INTRODUCTION
PEOPLE TRANSFER KNOWLEDGE in various ways. The simplest form of transmission is to speak or to hear, but such knowledge is not sustainable and is easily lost. One way to make knowledge sustainable is to write it down. Once in a written form – this can be a text, but also pictures and drawings – it then can be forwarded. Therefore, for us, books, technical drawings, and the like seem to be the most suitable ‘vehicles’ of knowledge. However, not every drawing is a vehicle of knowledge, particularly when it comes to technical knowledge. One must examine the intrinsic link between image, technology, and the rules set for codification of practical knowledge in printed form. Different kinds of such prescriptive literature and so-called ‘how-to books’, to use a contemporary term, such as books of secrets and recipes, show how practices became formalized and codified.

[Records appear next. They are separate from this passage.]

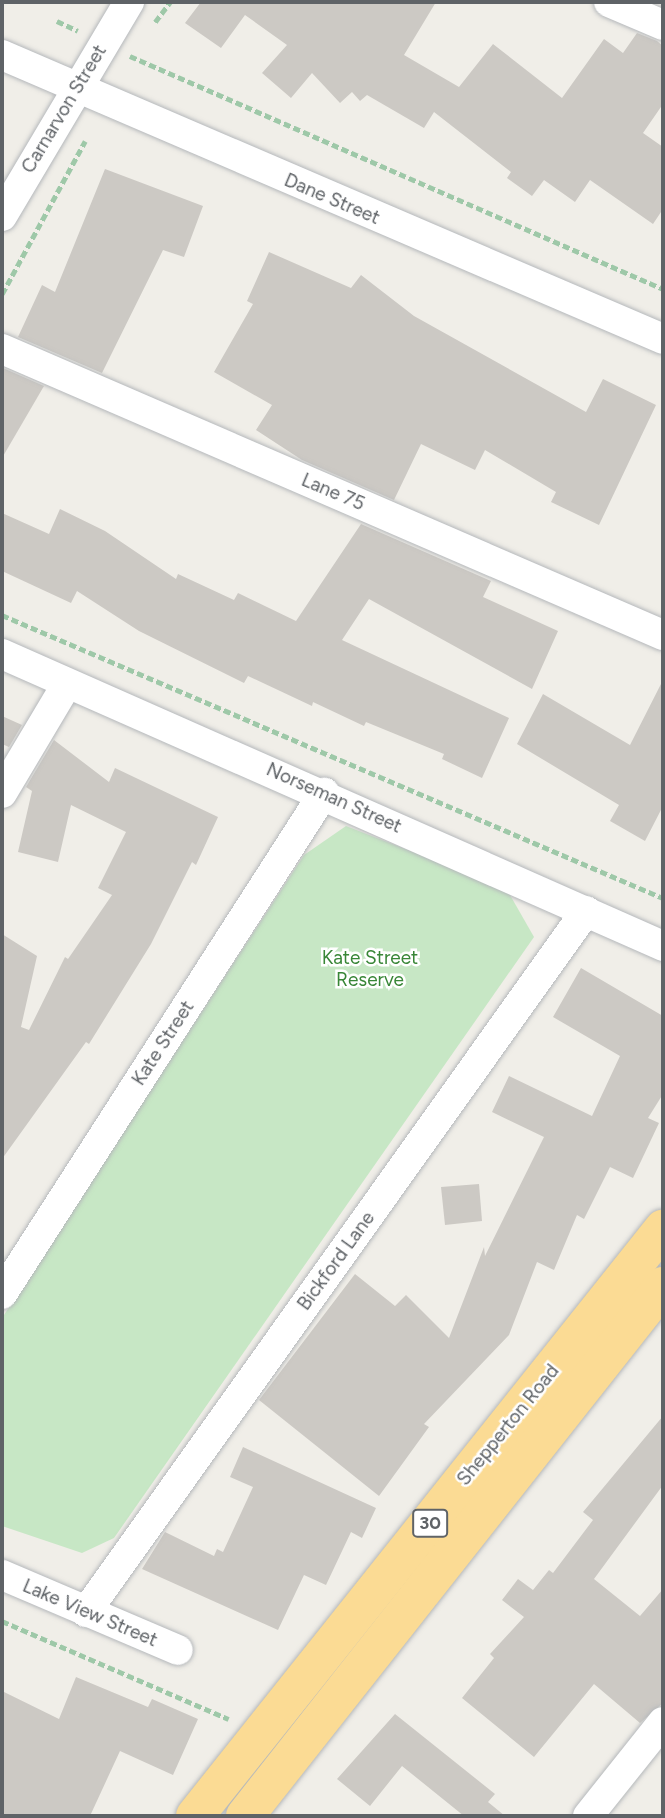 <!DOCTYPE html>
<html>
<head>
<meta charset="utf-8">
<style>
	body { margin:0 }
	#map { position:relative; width:665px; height:1818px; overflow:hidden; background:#f0eee8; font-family:Figtree,sans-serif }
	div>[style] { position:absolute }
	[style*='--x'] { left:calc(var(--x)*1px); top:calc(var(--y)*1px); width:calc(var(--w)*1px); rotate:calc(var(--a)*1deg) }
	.green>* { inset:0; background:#c7e7c5 }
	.building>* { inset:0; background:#ccc9c4 }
	.path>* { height:4.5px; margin-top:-2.25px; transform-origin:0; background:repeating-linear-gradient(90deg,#9ec8a8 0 7px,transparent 0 10.5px) }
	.roads { filter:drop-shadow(0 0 2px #b5b8bb) drop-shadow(0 0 2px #b5b8bb) }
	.minor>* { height:30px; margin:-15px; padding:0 15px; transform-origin:15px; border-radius:15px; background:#fff }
	.highway>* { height:38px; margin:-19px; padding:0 19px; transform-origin:19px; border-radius:19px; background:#fbdb94 }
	span { translate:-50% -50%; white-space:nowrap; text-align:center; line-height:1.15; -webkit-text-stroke:5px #fff; paint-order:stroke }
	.shield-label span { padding:2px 5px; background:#fff; border:2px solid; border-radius:5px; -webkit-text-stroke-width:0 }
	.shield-label { font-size:18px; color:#5f6367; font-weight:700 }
	.street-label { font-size:19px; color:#5f6367 }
	.park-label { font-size:19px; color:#388637 }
	.frame { position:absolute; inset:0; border:4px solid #5f6367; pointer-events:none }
</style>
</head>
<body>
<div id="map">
	<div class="green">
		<div style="clip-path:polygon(346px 826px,506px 888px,534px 937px,114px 1538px,82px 1553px,2px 1526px,2px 1318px,304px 855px)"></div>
	</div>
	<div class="building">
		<div style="clip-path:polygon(201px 2px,436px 2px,404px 55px,459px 87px,493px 44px,562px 98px,604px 39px,623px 53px,637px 33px,657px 41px,663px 46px,663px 104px,643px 133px,663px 147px,663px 209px,653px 224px,590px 180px,575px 202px,544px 180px,532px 196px,507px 178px,511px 172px,434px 112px,424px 128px,367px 95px,360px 101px,352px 92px,340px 103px,312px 73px,291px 98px,262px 73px,287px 45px,245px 15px,221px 48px,185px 23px)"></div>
		<div style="clip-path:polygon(105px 169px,203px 206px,184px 257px,163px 250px,102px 373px,18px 337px,42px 285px,55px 292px)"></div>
		<div style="clip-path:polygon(269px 252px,351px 288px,361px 275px,414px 316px,586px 412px,603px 379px,656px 405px,599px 525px,551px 502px,556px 492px,485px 450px,475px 470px,421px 444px,394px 500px,302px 460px,256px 430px,272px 405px,214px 372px,253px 304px,247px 301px)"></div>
		<div style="clip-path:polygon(3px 368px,44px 386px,2px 458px,2px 371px)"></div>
		<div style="clip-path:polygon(60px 509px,105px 531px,176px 579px,178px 574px,234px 600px,238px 593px,296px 621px,361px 524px,491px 581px,483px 597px,558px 631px,532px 689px,369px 599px,342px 640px,509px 718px,482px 778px,442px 759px,444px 754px,366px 722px,364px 726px,313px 702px,312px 706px,248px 676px,244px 683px,139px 631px,77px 591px,71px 603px,2px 571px,2px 513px,49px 534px)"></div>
		<div style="clip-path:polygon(663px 680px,663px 806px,645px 841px,610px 821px,619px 805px,517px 744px,543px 694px,630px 745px)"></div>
		<div style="clip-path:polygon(2px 716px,22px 725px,9px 747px,2px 744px)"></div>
		<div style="clip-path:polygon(54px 740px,109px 782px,115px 768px,218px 817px,196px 865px,192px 862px,151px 944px,89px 1044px,86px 1042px,2px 1159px,2px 934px,37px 956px,21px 1027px,29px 1030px,65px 957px,68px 959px,112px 895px,98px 888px,126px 832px,71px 805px,58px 862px,18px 852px,32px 791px,26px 787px)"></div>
		<div style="clip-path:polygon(581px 968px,663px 1016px,663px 1094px,648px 1118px,659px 1123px,633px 1178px,610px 1167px,584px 1219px,577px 1215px,554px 1270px,537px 1262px,509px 1335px,424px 1424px,429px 1427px,379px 1496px,259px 1400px,355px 1274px,395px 1306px,406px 1295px,449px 1338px,484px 1247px,485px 1256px,544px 1137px,492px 1112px,509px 1076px,592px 1116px,620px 1056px,553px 1017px)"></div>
		<div style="clip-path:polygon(479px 1184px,482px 1221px,445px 1225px,441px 1187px)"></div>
		<div style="clip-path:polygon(663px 1416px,663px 1485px,594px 1579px,640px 1616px,663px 1589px,663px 1703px,640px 1723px,594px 1684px,534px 1757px,462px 1698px,494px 1658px,490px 1654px,524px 1617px,502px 1600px,518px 1579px,533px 1590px,549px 1570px,553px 1573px,593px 1520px,583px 1512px)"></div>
		<div style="clip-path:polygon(243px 1447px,376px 1508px,362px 1538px,351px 1532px,326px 1585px,304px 1575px,278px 1630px,142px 1569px,165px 1532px,214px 1556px,217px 1549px,223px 1552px,253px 1487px,230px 1477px)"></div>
		<div style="clip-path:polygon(76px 1677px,148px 1707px,152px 1699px,198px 1719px,173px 1775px,120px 1751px,90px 1816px,2px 1816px,2px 1691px,59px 1719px)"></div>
		<div style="clip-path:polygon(395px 1714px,495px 1794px,488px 1802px,505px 1816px,464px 1816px,402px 1766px,370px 1806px,337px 1779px)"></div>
	</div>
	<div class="path">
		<div style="--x:57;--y:21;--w:23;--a:25"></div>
		<div style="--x:155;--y:22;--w:25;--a:-53"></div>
		<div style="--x:130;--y:56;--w:582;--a:23.61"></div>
		<div style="--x:2;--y:294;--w:174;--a:-61.5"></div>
		<div style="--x:2;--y:615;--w:719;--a:23.18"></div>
		<div style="--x:2;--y:1621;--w:247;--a:23.4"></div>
	</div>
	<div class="roads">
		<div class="minor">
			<div style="--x:609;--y:2;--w:59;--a:23.1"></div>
			<div style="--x:2;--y:55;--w:719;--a:23.25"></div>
			<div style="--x:2;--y:216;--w:249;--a:-59.3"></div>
			<div style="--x:2;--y:349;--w:720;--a:23.4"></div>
			<div style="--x:2;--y:654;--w:723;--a:23.83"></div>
			<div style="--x:2;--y:793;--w:127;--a:-59.2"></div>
			<div style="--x:2;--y:1294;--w:596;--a:-57.27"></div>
			<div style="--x:2;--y:1575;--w:191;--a:23.1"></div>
			<div style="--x:86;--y:1612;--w:861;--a:-54.5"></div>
			<div style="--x:588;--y:1816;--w:120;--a:-51.4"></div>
		</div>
		<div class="highway">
			<div style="--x:195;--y:1816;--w:751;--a:-51.44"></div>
			<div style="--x:245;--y:1816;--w:675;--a:-51.74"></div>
		</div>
	</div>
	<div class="shield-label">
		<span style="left:430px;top:1523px">30</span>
	</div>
	<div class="street-label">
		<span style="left:64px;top:109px;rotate:-59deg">Carnarvon Street</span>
		<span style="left:332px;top:199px;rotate:23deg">Dane Street</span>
		<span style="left:333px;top:492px;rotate:23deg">Lane 75</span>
		<span style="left:334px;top:798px;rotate:24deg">Norseman Street</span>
		<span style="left:163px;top:1043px;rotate:-57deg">Kate Street</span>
		<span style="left:336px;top:1261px;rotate:-54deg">Bickford Lane</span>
		<span style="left:508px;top:1425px;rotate:-51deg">Shepperton Road</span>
		<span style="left:90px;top:1613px;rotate:23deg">Lake View Street</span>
	</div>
	<div class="park-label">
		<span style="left:370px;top:969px">Kate Street<br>Reserve</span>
	</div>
	<div class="frame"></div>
</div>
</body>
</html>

SIMPLE DESCRIPTIONS OR TECHNICAL MANUALS?
Although writing had already arrived from China by the fourth century CE, the Japanese book tradition dates back only to the eighth century. These Japanese writings are usually not books with technical content, as they contain myths, representations of history, and geographical writings. However, some refer to buildings, roads, watchtowers, canals, dams, ponds and trenches, and especially temples and shrines. These provide evidence of a differentiated class of craftsmen with a marked hierarchy. It can be assumed that this hierarchy was based on skill. Unfortunately, these books give us no details about how these different craftsmen were trained, and contemporary technical textbooks or manuals for these trades do not exist.
Aside from references to craftsmen in ancient writings, pictorial representations of craftsmen at work, or technical details relating to the construction of buildings (mostly temples or shrines), are rare. However, a strange object stands out in ancient writings: it is the first evidence of a ‘technical drawing’, or the passing on of technical knowledge in written form.
The illustration shows the base of the Shintō shrine at Izumo, one of the oldest religious sites in Japan, near the Sea of Japan. What we see is a cross-sectional view showing the shrine's pillars, each formed of three tree trunks. The drawing, which is obviously ‘technical’, dates back to the eighth century and is thus the oldest drawing of its kind in Japan.